Evan tried to do as she said. For the thousandth time he felt that everything would be easier if he could just close his eyes. But they stared forward at the other wall, a rounded concrete monster covered in green slime. He twisted his arms, and Suzie frowned.
“Your arms shouldn’t move,” she said, “only your membrane. Your body follows the membrane.”
Evan took a deep breath with his whole body and stared past Suzie at the wall. He tried to focus on his core like Tret said. He knew it was there. It really was the part of him that was Wuftoom, the part he’d been fighting for weeks now. He’d done everything he could to pretend it didn’t exist, and when he did notice it, it was an illness. It made him love to eat dark creatures and fear the sunlight like he used to fear the dark.
It’s just to get through the pipes, he thought. I can fight it again after that. After I learn how to get back.

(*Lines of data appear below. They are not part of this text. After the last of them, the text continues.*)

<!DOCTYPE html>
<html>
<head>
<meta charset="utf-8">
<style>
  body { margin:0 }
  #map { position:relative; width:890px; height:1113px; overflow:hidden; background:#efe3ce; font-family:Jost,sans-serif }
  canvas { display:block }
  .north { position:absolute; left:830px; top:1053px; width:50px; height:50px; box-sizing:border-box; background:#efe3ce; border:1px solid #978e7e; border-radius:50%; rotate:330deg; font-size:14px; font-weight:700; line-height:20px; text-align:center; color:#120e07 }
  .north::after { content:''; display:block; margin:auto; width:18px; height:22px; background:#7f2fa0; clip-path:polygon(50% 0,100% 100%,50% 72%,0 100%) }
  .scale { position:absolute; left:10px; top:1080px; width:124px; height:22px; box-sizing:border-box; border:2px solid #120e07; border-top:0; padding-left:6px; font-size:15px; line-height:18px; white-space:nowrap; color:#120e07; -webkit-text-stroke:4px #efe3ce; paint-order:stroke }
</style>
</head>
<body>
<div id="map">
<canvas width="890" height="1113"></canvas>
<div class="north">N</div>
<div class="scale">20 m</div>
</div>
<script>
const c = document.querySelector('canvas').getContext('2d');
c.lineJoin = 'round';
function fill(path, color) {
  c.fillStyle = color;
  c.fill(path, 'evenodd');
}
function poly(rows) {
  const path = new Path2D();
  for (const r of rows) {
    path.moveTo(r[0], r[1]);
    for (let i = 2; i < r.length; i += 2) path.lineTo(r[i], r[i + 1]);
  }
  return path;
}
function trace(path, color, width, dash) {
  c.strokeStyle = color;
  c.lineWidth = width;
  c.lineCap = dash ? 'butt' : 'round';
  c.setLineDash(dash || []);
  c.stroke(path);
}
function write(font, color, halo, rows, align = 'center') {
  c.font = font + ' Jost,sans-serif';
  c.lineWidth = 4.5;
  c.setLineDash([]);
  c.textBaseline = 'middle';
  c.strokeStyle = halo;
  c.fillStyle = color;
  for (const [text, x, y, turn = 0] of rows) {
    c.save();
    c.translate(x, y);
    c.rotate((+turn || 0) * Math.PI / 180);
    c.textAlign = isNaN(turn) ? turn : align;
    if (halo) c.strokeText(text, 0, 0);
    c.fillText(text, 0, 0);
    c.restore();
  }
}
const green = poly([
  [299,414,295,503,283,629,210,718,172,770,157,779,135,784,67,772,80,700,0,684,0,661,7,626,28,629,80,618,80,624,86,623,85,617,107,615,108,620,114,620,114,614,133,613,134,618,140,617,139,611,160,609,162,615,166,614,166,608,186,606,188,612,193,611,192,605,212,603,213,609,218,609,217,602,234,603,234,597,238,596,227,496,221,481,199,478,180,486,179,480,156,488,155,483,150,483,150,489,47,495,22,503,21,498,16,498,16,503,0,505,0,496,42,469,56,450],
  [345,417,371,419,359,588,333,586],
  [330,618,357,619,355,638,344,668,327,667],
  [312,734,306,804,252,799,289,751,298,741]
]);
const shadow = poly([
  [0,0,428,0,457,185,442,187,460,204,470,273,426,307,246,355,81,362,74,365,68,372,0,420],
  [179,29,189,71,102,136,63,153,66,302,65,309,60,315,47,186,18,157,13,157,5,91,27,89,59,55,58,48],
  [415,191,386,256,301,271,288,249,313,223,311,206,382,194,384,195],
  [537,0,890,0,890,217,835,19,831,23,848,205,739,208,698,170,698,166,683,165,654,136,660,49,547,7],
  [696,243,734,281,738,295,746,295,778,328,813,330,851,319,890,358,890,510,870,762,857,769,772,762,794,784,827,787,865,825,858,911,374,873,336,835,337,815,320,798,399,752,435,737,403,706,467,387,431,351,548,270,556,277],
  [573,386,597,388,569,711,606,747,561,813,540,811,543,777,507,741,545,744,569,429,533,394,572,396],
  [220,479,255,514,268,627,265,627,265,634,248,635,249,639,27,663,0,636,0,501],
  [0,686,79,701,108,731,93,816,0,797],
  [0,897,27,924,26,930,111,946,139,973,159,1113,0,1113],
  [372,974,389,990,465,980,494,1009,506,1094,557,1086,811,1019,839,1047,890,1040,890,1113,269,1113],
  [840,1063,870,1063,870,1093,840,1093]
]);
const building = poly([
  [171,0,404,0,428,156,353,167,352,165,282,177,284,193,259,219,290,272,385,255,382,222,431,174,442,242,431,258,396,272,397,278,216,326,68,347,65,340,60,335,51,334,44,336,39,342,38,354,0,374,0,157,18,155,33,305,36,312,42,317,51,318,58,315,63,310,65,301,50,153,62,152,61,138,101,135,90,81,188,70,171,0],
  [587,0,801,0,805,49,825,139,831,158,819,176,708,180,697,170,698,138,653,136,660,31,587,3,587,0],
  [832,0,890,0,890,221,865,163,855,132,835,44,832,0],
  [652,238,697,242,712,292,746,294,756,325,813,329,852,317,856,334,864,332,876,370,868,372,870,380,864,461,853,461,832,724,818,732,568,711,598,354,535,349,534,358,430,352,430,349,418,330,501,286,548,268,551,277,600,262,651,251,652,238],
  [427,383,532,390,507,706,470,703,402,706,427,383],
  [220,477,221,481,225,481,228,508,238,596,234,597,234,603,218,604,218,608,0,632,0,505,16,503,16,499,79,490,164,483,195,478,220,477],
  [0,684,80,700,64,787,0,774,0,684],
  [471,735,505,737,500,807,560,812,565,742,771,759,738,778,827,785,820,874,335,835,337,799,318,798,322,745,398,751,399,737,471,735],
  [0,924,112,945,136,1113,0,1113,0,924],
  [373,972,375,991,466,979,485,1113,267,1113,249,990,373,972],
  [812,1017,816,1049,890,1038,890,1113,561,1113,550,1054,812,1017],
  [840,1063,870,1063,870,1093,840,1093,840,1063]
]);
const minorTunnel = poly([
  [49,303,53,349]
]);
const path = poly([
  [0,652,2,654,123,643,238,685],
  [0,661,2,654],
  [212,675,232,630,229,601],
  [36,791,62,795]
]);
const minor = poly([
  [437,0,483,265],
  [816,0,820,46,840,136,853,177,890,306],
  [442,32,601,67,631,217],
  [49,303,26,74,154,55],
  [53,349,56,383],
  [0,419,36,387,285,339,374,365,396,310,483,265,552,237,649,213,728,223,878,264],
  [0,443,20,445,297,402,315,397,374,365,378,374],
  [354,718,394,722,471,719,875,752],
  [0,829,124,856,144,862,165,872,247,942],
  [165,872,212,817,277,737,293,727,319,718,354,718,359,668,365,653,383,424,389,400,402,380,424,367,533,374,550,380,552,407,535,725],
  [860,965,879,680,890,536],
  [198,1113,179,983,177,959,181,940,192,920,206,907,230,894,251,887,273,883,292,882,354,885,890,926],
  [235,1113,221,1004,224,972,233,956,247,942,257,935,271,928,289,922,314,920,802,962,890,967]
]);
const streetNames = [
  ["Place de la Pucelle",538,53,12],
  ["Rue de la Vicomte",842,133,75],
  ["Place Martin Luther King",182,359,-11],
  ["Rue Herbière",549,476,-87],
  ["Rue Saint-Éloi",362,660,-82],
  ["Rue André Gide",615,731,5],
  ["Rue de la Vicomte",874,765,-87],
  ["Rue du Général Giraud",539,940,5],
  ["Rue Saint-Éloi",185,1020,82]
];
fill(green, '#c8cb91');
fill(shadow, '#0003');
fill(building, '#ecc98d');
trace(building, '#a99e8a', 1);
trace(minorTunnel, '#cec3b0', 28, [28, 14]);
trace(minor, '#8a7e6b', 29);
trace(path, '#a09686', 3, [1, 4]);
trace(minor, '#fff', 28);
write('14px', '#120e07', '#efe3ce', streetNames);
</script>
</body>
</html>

He took another breath and let his consciousness fall into it. The view of the wall was
still there, but it became unimportant background. He felt springy, but not soft. He felt a coolness on the outside, and on the inside, a growing heat. He imagined the pipe he was about to go up. He’d been up them many times attached to another Wuftoom’s legs. He felt the coolness of the pipe against the coolness of his body and imagined pressing himself against it and, slowly, sliding upward.
He lifted and lifted. Then suddenly he was really seeing the wall again, and Suzie was standing in front of him, a big grin on her face.
“Did I do it?” he asked, breathing deeply. It took a lot of energy, even just standing there pretending.
“You did it!” said Tret proudly. “It took me a lot longer to get that!”
Evan smiled uneasily. He felt on fire, his eyes now sharper, searching the water for creatures, watching the pipes and the cracks in case any came out. He desperately wanted to hunt, but he didn’t want to at all.
“No time to waste, then,” said Tret, and he pushed his head up into the pipe and started sliding.
Evan hesitated.
“Don’t worry,” said Suzie. “I’ll be right behind you.”
Evan pushed his rod into the pipe, then his arms and then his head. Now that he was pressed so tight, he was less distracted by his open eyes. He settled back into his core, and he felt himself moving up, slowly, but up. He could feel Tret ahead of him even though they weren’t connected, so when Tret made a turn, Evan followed easily. He was so slow that Suzie bumped him a couple times, but he never fell back into her.
After a few minutes they began heading steadily down, which was easier than going up. Still, he got slower and slower as they went, and by the time they dropped out of the last pipe, he was gasping for breath. For the first time he felt his membranes ache. He had not known they could ache. It felt like an arm being pulled out from the shoulder a thousand times, all over his body.
“What a Wuftoom!” Tret said, grinning at Evan from above him, since Evan had dropped, exhausted, to the ground. His pack was sticking partway out, and he shook it all the way. He gasped as the air sucked it from his body.